- Supplied material
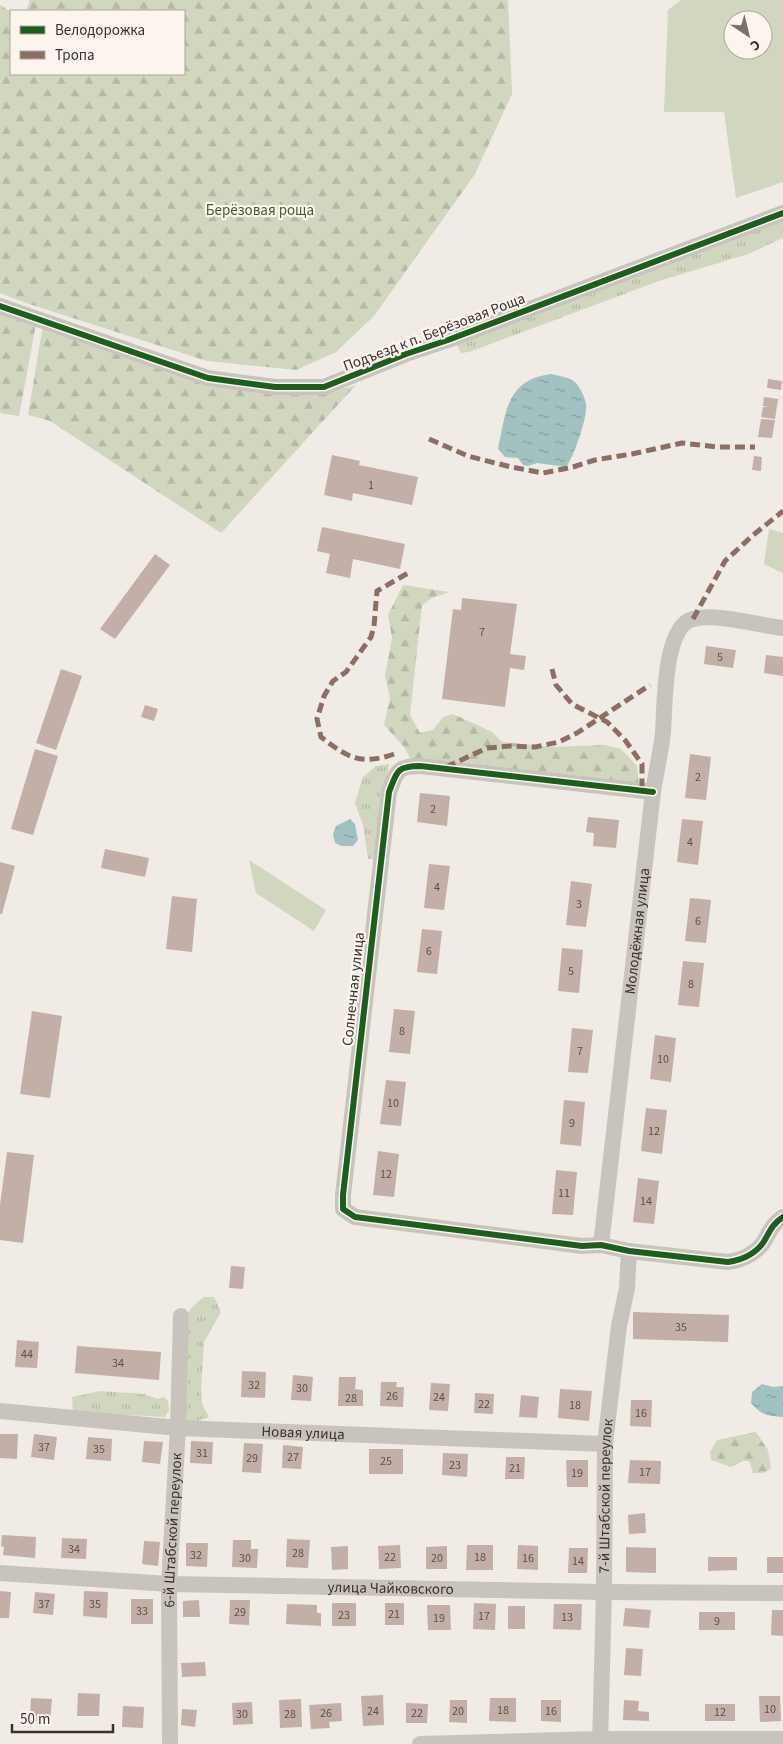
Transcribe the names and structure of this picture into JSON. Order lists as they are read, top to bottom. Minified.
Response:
{"streets":{"street":["Подъезд к п. Берёзовая Роща","Молодёжная улица","Солнечная улица","Новая улица","7-й Штабской переулок","6-й Штабской переулок","улица Чайковского"]},"crossings":[["Молодёжная улица","Солнечная улица"],["Новая улица","7-й Штабской переулок"],["Новая улица","6-й Штабской переулок"],["7-й Штабской переулок","улица Чайковского"],["6-й Штабской переулок","улица Чайковского"]],"parks":["Берёзовая роща"],"house_numbers":["1","7","5","2","2","4","4","3","6","6","5","8","8","7","10","10","9","12","12","11","14","35","44","34","32","30","26","24","28","22","18","16","37","35","31","27","29","25","23","21","17","19","34","28","32","22","18","30","20","16","14","37","35","33","29","21","23","17","13","19","9","10","18","24","20","16","12","26","22","30","28"],"legend":["Велодорожка","Тропа"],"scale_bar":"50 m","north":"bottom right"}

- Instructions for the task
From the first line to the last, transcribe the listing exactly; skip the pictures.

- Solution to this problem
Transcribe the names and structure of this picture into JSON. Order lists as they are read, top to bottom. Minified.
Response:
{"streets":{"street":["Подъезд к п. Берёзовая Роща","Молодёжная улица","Солнечная улица","Новая улица","7-й Штабской переулок","6-й Штабской переулок","улица Чайковского"]},"crossings":[["Молодёжная улица","Солнечная улица"],["Новая улица","7-й Штабской переулок"],["Новая улица","6-й Штабской переулок"],["7-й Штабской переулок","улица Чайковского"],["6-й Штабской переулок","улица Чайковского"]],"parks":["Берёзовая роща"],"house_numbers":["1","7","5","2","2","4","4","3","6","6","5","8","8","7","10","10","9","12","12","11","14","35","44","34","32","30","26","24","28","22","18","16","37","35","31","27","29","25","23","21","17","19","34","28","32","22","18","30","20","16","14","37","35","33","29","21","23","17","13","19","9","10","18","24","20","16","12","26","22","30","28"],"legend":["Велодорожка","Тропа"],"scale_bar":"50 m","north":"bottom right"}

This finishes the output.